=== DIRECTIONS ===
Give again exactly the lines that run from the start of the records to the line holding "function label(font, color, halo, rows, align", both ends counted. Do not include the pictures.

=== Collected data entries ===

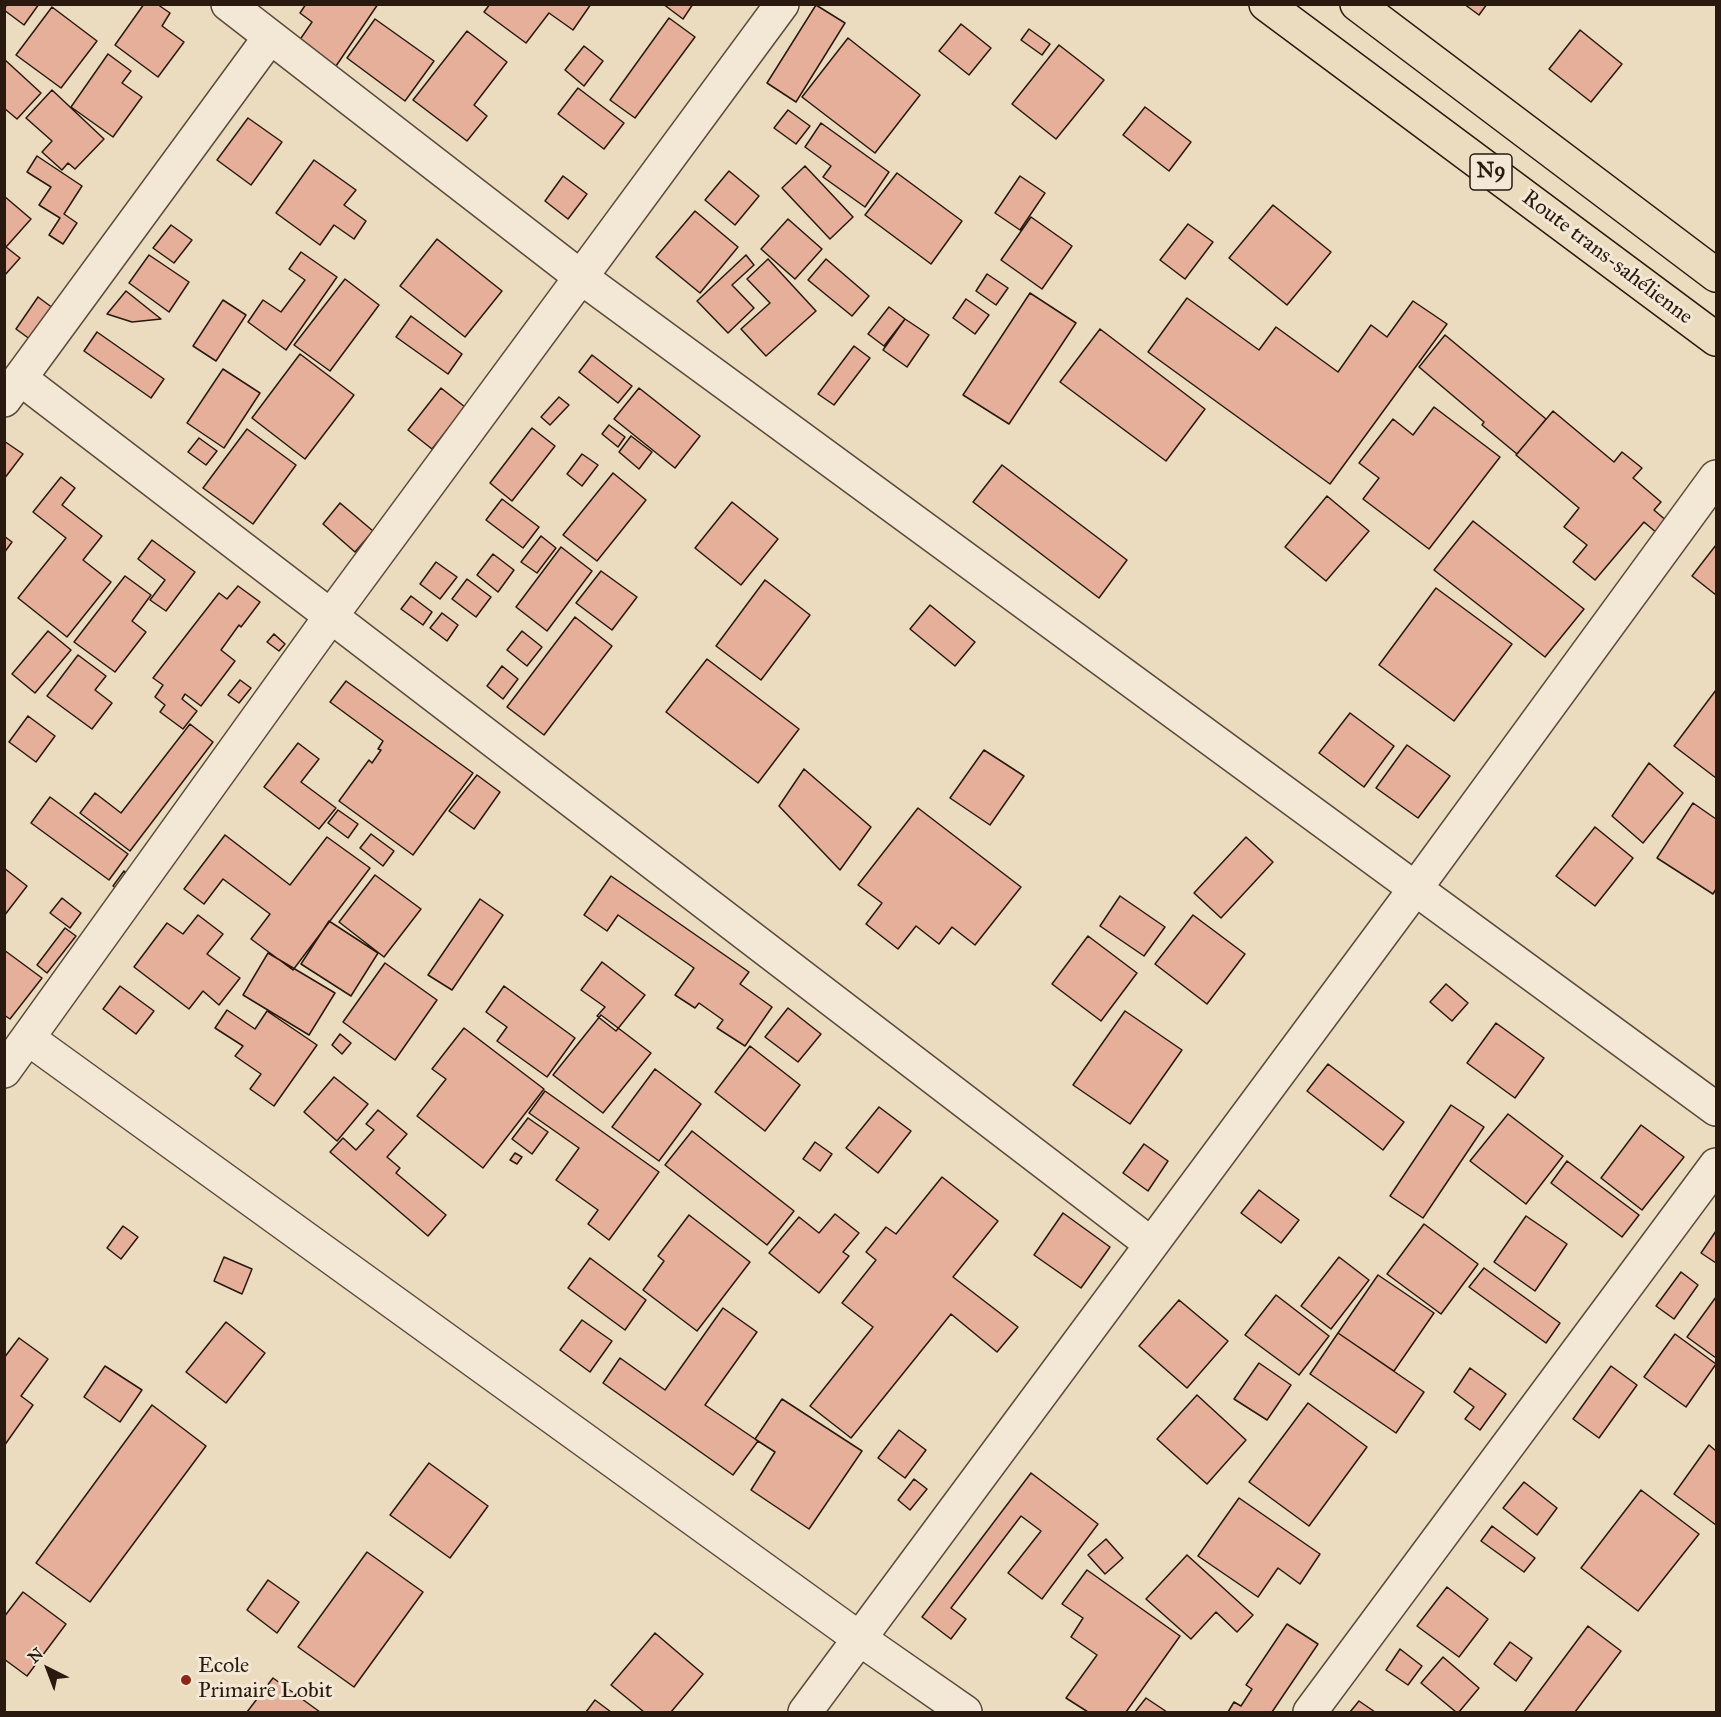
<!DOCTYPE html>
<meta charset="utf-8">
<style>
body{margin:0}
#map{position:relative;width:1721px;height:1717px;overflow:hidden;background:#ebdbbf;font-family:"IM FELL Great Primer",serif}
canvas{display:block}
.frame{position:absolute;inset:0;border:6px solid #29190e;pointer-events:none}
.north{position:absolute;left:18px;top:1639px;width:60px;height:60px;-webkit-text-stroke:4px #f2e8d5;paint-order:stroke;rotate:318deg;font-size:16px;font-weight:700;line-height:24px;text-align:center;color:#29190e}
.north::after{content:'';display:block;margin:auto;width:21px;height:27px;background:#29190e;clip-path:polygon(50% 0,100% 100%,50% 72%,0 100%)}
</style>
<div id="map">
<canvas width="1721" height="1717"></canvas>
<div class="frame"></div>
<div class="north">N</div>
</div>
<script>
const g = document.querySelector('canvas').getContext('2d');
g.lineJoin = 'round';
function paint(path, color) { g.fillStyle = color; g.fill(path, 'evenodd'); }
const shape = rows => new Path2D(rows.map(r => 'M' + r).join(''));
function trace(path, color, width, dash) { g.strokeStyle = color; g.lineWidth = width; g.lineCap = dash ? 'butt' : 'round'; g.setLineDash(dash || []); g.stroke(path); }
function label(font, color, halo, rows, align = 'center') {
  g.font = font + ' "IM FELL Great Primer",serif'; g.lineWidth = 6; g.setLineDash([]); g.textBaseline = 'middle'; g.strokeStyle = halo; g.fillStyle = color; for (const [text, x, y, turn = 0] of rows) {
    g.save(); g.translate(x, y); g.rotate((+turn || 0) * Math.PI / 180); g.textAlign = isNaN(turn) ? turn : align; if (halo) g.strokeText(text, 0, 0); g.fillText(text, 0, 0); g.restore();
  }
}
const building = shape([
 [7,4,39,4,24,25,4,10,7,4],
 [144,4,157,4,170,13,162,26,184,42,158,77,115,45,144,4],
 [306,4,378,4,334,69,297,44,312,22,300,13,306,4],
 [490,4,591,4,573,30,549,13,526,43,484,12,490,4],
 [663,4,693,4,683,19,663,4],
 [1464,4,1487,4,1479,15,1464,4],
 [816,5,845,23,796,102,767,83,816,5],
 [52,7,97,41,61,88,16,55,52,7],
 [669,18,695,37,635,118,610,100,669,18],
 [375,19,434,61,405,101,347,58,375,19],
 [961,24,991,48,969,75,939,51,961,24],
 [1029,29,1050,44,1042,55,1021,40,1029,29],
 [1580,30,1622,64,1591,102,1549,69,1580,30],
 [467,31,507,62,474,105,487,116,467,141,413,100,467,31],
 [848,38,920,95,875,153,802,97,848,38],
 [1059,45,1104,80,1056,139,1012,104,1059,45],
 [584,46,603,61,584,86,565,70,584,46],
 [108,54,131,71,122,83,142,97,113,137,71,107,108,54],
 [4,59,41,93,17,119,4,108,4,59],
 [578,88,624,123,604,149,558,114,578,88],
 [52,90,104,139,75,169,68,163,62,170,42,152,52,141,26,118,52,90],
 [1145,107,1191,142,1169,171,1123,135,1145,107],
 [788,110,810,126,796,144,774,128,788,110],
 [248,118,282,142,251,185,217,160,248,118],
 [821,123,889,172,865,207,823,177,831,166,805,147,821,123],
 [37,156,82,186,64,214,77,223,63,244,49,235,60,218,39,205,51,187,27,172,37,156],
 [314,160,356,190,344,205,366,221,354,239,334,225,320,245,276,213,314,160],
 [805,166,853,217,830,239,782,188,805,166],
 [729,171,759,196,735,225,705,200,729,171],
 [897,173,962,221,931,264,865,215,897,173],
 [563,176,587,194,568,219,545,201,563,176],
 [1020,176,1045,193,1020,230,995,213,1020,176],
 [4,196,31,219,6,247,20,258,4,276,4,196],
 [1273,205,1331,252,1287,305,1229,258,1273,205],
 [695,211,738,247,700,293,656,257,695,211],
 [1031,217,1072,246,1042,289,1001,260,1031,217],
 [788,219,822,249,795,279,761,249,788,219],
 [1188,224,1213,242,1185,279,1160,260,1188,224],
 [171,225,192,240,174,263,153,248,171,225],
 [437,239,502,291,465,337,400,286,437,239],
 [301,252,337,277,286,350,248,322,263,300,281,312,305,280,289,269,301,252],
 [149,255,189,282,169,312,129,283,149,255],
 [746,255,754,265,732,285,754,308,728,333,697,301,746,255],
 [768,259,816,311,766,356,741,329,770,303,747,279,768,259],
 [826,259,869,296,852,316,808,280,826,259],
 [987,274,1008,288,996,305,976,291,987,274],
 [345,279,379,305,330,371,294,345,345,279],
 [126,291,161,319,132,322,107,314,126,291],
 [1030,293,1076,323,1009,424,963,395,1030,293],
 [38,297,65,317,42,348,16,329,38,297],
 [1187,298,1259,350,1276,327,1338,372,1371,325,1387,337,1413,301,1447,324,1330,484,1148,352,1187,298],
 [966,299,989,315,975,334,953,318,966,299],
 [223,300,246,315,216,361,193,346,223,300],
 [889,307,905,319,884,346,868,334,889,307],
 [411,316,462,354,448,374,396,337,411,316],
 [905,319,929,335,907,367,883,350,905,319],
 [1100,329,1205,409,1166,461,1060,382,1100,329],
 [97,332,164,379,151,398,84,351,97,332],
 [1445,335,1546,419,1517,454,1482,425,1484,422,1419,367,1445,335],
 [854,346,870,358,834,405,818,394,854,346],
 [300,354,354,395,305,459,252,418,300,354],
 [592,355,632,386,618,403,579,372,592,355],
 [223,369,260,393,224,448,187,423,223,369],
 [441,388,465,407,432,449,408,430,441,388],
 [639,388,700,436,675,468,614,419,639,388],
 [559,397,569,405,550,425,541,417,559,397],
 [1434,407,1500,457,1429,549,1363,499,1379,478,1359,463,1393,419,1413,435,1434,407],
 [1553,411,1614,462,1622,452,1642,468,1633,478,1661,502,1654,510,1668,522,1658,534,1644,522,1595,580,1573,562,1587,545,1564,527,1579,508,1516,455,1553,411],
 [609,425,625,437,618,447,602,434,609,425],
 [532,428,555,446,512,501,490,483,532,428],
 [247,429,296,465,253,524,203,488,247,429],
 [631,436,652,452,639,469,619,452,631,436],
 [199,438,217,451,206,465,188,452,199,438],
 [4,441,23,454,4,479,4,441],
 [582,454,598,465,582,486,567,474,582,454],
 [1002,465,1127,560,1099,598,973,502,1002,465],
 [613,473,646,500,597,561,563,535,613,473],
 [61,477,75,488,62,505,102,536,83,560,111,582,67,637,18,598,66,538,33,512,61,477],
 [1327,496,1369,531,1326,581,1285,547,1327,496],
 [502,499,539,527,523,548,486,520,502,499],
 [732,502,778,539,741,585,695,548,732,502],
 [340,503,373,531,355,552,323,524,340,503],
 [1473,521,1584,609,1545,657,1434,570,1473,521],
 [4,536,12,542,4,553,4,536],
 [541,536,556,548,537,573,521,562,541,536],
 [152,540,195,572,166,611,150,600,165,580,138,559,152,540],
 [1716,545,1716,595,1692,576,1716,545],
 [561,547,592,571,547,631,516,607,561,547],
 [493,554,514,570,498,592,477,575,493,554],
 [436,562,457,577,440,599,420,584,436,562],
 [601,571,637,597,612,630,576,603,601,571],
 [125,576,151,595,132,621,146,632,115,672,74,642,125,576],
 [467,579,491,597,476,617,452,599,467,579],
 [765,580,810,615,761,680,716,646,765,580],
 [238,586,260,602,241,627,239,625,221,650,235,661,201,706,185,694,182,699,197,711,183,729,160,712,165,705,155,697,163,685,153,678,219,593,227,599,238,586],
 [1436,588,1512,644,1454,721,1379,665,1436,588],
 [411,596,432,612,423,625,401,609,411,596],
 [930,605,975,642,955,666,910,629,930,605],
 [442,613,458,625,447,641,430,628,442,613],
 [575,617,612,646,544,735,507,707,575,617],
 [48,631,71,650,35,693,12,674,48,631],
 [522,631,542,647,527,666,507,650,522,631],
 [274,634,285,644,279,651,267,642,274,634],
 [78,655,106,676,95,690,112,703,92,729,47,696,78,655],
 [707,659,799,729,758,783,666,712,707,659],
 [502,666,518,679,503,699,487,686,502,666],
 [240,680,251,688,239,703,228,695,240,680],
 [346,681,473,773,413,855,339,801,369,760,372,763,381,750,378,749,383,741,330,702,346,681],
 [1716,690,1716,778,1674,746,1716,690],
 [1350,713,1394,746,1364,787,1319,753,1350,713],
 [28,716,55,736,36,762,9,742,28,716],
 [190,724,213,742,130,851,80,813,95,793,121,813,190,724],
 [298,743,319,759,301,782,336,808,319,829,264,787,298,743],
 [1407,745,1450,776,1418,818,1376,788,1407,745],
 [984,750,1024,776,990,825,950,798,984,750],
 [1649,763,1683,793,1643,843,1612,816,1649,763],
 [804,769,871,827,840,870,779,806,804,769],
 [477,775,500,792,474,829,449,811,477,775],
 [50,797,128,854,109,880,31,823,50,797],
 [1693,803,1716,819,1716,889,1713,894,1657,858,1693,803],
 [918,808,1021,887,975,945,952,927,939,944,916,926,898,949,866,924,882,903,858,885,918,808],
 [338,810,358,824,348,838,328,823,338,810],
 [1595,827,1633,858,1595,906,1556,876,1595,827],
 [371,834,394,851,383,866,360,848,371,834],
 [225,835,290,885,327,837,370,868,293,970,251,939,270,914,223,879,204,904,184,889,225,835],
 [1246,837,1273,862,1221,918,1194,893,1246,837],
 [4,868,27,886,4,916,4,868],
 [124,871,132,877,122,892,113,886,124,871],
 [375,875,421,909,384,957,339,922,375,875],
 [611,876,749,972,740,984,772,1007,745,1046,717,1028,723,1020,699,1003,695,1008,675,995,694,968,618,915,607,931,584,915,611,876],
 [1120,896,1165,927,1144,956,1100,926,1120,896],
 [62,898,81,913,70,928,50,913,62,898],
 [480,899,503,915,452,990,428,975,480,899],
 [198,915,223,934,207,954,240,978,219,1005,203,991,189,1009,134,967,167,923,183,934,198,915],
 [1193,915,1245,954,1207,1004,1155,964,1193,915],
 [329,921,378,953,351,996,301,964,329,921],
 [65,928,76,936,47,973,37,965,65,928],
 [1088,936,1137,973,1101,1021,1052,984,1088,936],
 [4,950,42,978,10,1019,4,1015,4,950],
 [268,953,335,993,309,1035,243,995,268,953],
 [602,962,645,995,616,1031,597,1016,605,1007,581,990,602,962],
 [385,963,437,1000,395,1060,343,1022,385,963],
 [1446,984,1468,1003,1452,1021,1430,1002,1446,984],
 [120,986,154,1011,136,1034,103,1009,120,986],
 [504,986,575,1038,547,1077,497,1041,507,1027,486,1012,504,986],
 [788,1008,821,1034,798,1062,765,1037,788,1008],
 [227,1010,255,1029,267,1011,317,1045,274,1106,250,1089,261,1074,235,1056,243,1046,215,1028,227,1010],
 [1125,1011,1182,1050,1130,1124,1073,1085,1125,1011],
 [601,1015,651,1053,603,1113,553,1075,601,1015],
 [1496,1023,1544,1058,1515,1098,1467,1063,1496,1023],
 [464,1028,544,1089,483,1168,417,1116,446,1079,432,1069,464,1028],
 [340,1034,351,1043,342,1054,332,1045,340,1034],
 [750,1046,800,1085,765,1131,715,1092,750,1046],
 [1328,1064,1404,1122,1383,1150,1307,1091,1328,1064],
 [655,1069,701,1104,659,1161,612,1127,655,1069],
 [334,1077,368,1104,337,1141,304,1112,334,1077],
 [545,1091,659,1172,609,1240,588,1224,598,1210,556,1180,579,1148,529,1113,545,1091],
 [1451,1105,1484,1127,1423,1218,1390,1196,1451,1105],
 [879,1107,911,1131,878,1173,846,1148,879,1107],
 [378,1110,407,1134,387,1157,400,1168,396,1173,446,1215,428,1236,330,1152,343,1138,356,1150,374,1130,366,1124,378,1110],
 [1508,1114,1563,1156,1526,1204,1470,1161,1508,1114],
 [528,1118,548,1132,532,1154,512,1139,528,1118],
 [1641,1125,1684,1157,1642,1210,1601,1178,1641,1125],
 [692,1131,794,1211,767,1245,665,1165,692,1131],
 [815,1142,832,1154,820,1171,803,1159,815,1142],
 [1144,1144,1168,1161,1148,1191,1123,1173,1144,1144],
 [515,1153,522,1157,517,1164,510,1160,515,1153],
 [1567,1161,1639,1215,1622,1237,1551,1183,1567,1161],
 [942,1177,998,1221,953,1277,1018,1327,997,1352,951,1314,851,1438,810,1406,873,1327,842,1303,876,1260,866,1252,886,1227,896,1234,942,1177],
 [1259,1190,1299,1220,1281,1243,1241,1213,1259,1190],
 [1063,1213,1110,1247,1081,1288,1034,1255,1063,1213],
 [835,1214,859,1233,843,1252,849,1256,819,1293,769,1253,799,1217,819,1233,835,1214],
 [689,1215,750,1262,697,1331,643,1290,664,1261,658,1256,689,1215],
 [1526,1216,1567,1244,1535,1291,1494,1262,1526,1216],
 [1424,1224,1478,1264,1441,1314,1387,1274,1424,1224],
 [123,1226,138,1237,121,1259,107,1248,123,1226],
 [1716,1231,1716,1263,1701,1253,1716,1231],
 [224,1257,252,1269,242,1294,214,1281,224,1257],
 [1339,1257,1369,1280,1331,1329,1301,1306,1339,1257],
 [590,1258,646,1300,625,1330,568,1288,590,1258],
 [1484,1268,1560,1323,1546,1343,1469,1287,1484,1268],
 [1681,1272,1698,1285,1674,1319,1656,1306,1681,1272],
 [1378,1275,1434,1313,1394,1371,1338,1333,1378,1275],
 [1276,1295,1329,1336,1299,1375,1245,1335,1276,1295],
 [1716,1297,1716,1358,1687,1337,1716,1297],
 [1179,1300,1228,1341,1187,1388,1139,1346,1179,1300],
 [723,1308,757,1332,705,1405,758,1441,733,1475,603,1383,620,1358,665,1390,723,1308],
 [582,1320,612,1341,590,1372,560,1350,582,1320],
 [226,1322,265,1353,226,1403,186,1372,226,1322],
 [1338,1333,1424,1392,1396,1433,1310,1374,1338,1333],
 [1675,1334,1716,1364,1686,1407,1644,1377,1675,1334],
 [19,1338,48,1359,21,1396,33,1405,4,1446,4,1358,19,1338],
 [1259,1363,1291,1385,1267,1420,1234,1399,1259,1363],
 [105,1366,142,1390,120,1422,84,1397,105,1366],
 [1611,1366,1637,1385,1599,1438,1573,1419,1611,1366],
 [1470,1368,1506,1394,1480,1430,1465,1419,1474,1407,1454,1392,1470,1368],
 [1197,1395,1246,1440,1207,1484,1157,1439,1197,1395],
 [782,1399,862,1451,809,1529,751,1490,775,1452,755,1439,782,1399],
 [1308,1403,1367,1447,1309,1526,1249,1482,1308,1403],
 [152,1405,206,1446,90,1602,36,1563,152,1405],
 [899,1430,926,1450,905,1478,878,1458,899,1430],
 [1709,1445,1716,1451,1716,1525,1674,1494,1709,1445],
 [429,1463,488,1506,450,1558,390,1515,429,1463],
 [1031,1473,1098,1524,1042,1599,1008,1573,1041,1531,1021,1516,951,1608,966,1619,951,1639,922,1617,1031,1473],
 [914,1479,927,1489,910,1510,898,1500,914,1479],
 [1524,1482,1557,1508,1537,1535,1503,1508,1524,1482],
 [1641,1490,1699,1534,1638,1611,1581,1568,1641,1490],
 [1239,1498,1320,1554,1300,1584,1278,1568,1258,1597,1198,1556,1239,1498],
 [1492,1526,1535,1558,1524,1572,1481,1541,1492,1526],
 [1106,1539,1123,1558,1105,1574,1088,1555,1106,1539],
 [367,1552,423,1592,354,1687,298,1647,367,1552],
 [1187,1555,1253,1615,1237,1632,1216,1612,1191,1639,1146,1599,1187,1555],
 [1087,1570,1180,1636,1126,1712,1088,1712,1066,1698,1097,1655,1071,1637,1083,1618,1062,1604,1087,1570],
 [268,1580,299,1602,277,1633,247,1610,268,1580],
 [1447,1587,1488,1619,1459,1657,1417,1626,1447,1587],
 [23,1592,66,1624,27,1676,4,1659,4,1617,23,1592],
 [1287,1624,1318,1644,1272,1712,1228,1712,1234,1702,1241,1706,1252,1689,1246,1685,1287,1624],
 [1588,1626,1621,1651,1575,1712,1524,1712,1588,1626],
 [655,1633,703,1674,671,1712,644,1712,611,1685,655,1633],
 [1510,1642,1532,1658,1516,1681,1494,1664,1510,1642],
 [1400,1649,1422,1666,1408,1685,1386,1670,1400,1649],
 [1443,1657,1479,1688,1459,1712,1456,1712,1421,1683,1443,1657],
 [273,1678,320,1712,247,1712,273,1678],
 [1146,1698,1167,1712,1135,1712,1146,1698],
 [595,1700,611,1712,586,1712,595,1700],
 [1359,1701,1375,1712,1350,1712,1359,1701]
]);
const street = shape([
 [228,4,582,278,1716,1109],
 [21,379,1151,1244],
 [4,400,270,37],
 [29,1039,860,1639,965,1712],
 [4,1071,331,616,782,4],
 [805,1712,1415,889,1716,477],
 [1310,1712,1716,1165]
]);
const highway = shape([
 [1266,4,1716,339],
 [1357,4,1716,275]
]);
const markers = [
 [186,1680,6,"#8f2418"]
];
const shields = [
 [1491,172,42]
];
const shieldNames = [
 ["N9",1491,172]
];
const streetNames = [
 ["Route trans-sahélienne",1607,258,37]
];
const poiNames = [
 ["Ecole",198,1667],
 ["Primaire Lobit",198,1692]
];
paint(building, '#e6af9a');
trace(building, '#29190e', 1.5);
trace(street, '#5a4a3a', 36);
trace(highway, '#29190e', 36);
trace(street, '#f2e8d5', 33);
trace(highway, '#ebdbbf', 33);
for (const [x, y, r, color] of markers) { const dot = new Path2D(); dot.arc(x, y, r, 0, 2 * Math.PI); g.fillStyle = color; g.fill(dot); trace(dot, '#f2e8d5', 2); }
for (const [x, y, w] of shields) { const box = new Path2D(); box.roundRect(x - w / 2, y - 18, w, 36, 4.5); g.fillStyle = '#f2e8d5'; g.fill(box); trace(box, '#29190e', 1.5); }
label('bold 21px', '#29190e', null, shieldNames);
label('22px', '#29190e', '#f2e8d5', streetNames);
label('22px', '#29190e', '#f2e8d5', poiNames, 'left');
</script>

=== ANSWER BELOW ===
<!DOCTYPE html>
<meta charset="utf-8">
<style>
body{margin:0}
#map{position:relative;width:1721px;height:1717px;overflow:hidden;background:#ebdbbf;font-family:"IM FELL Great Primer",serif}
canvas{display:block}
.frame{position:absolute;inset:0;border:6px solid #29190e;pointer-events:none}
.north{position:absolute;left:18px;top:1639px;width:60px;height:60px;-webkit-text-stroke:4px #f2e8d5;paint-order:stroke;rotate:318deg;font-size:16px;font-weight:700;line-height:24px;text-align:center;color:#29190e}
.north::after{content:'';display:block;margin:auto;width:21px;height:27px;background:#29190e;clip-path:polygon(50% 0,100% 100%,50% 72%,0 100%)}
</style>
<div id="map">
<canvas width="1721" height="1717"></canvas>
<div class="frame"></div>
<div class="north">N</div>
</div>
<script>
const g = document.querySelector('canvas').getContext('2d');
g.lineJoin = 'round';
function paint(path, color) { g.fillStyle = color; g.fill(path, 'evenodd'); }
const shape = rows => new Path2D(rows.map(r => 'M' + r).join(''));
function trace(path, color, width, dash) { g.strokeStyle = color; g.lineWidth = width; g.lineCap = dash ? 'butt' : 'round'; g.setLineDash(dash || []); g.stroke(path); }
function label(font, color, halo, rows, align = 'center') {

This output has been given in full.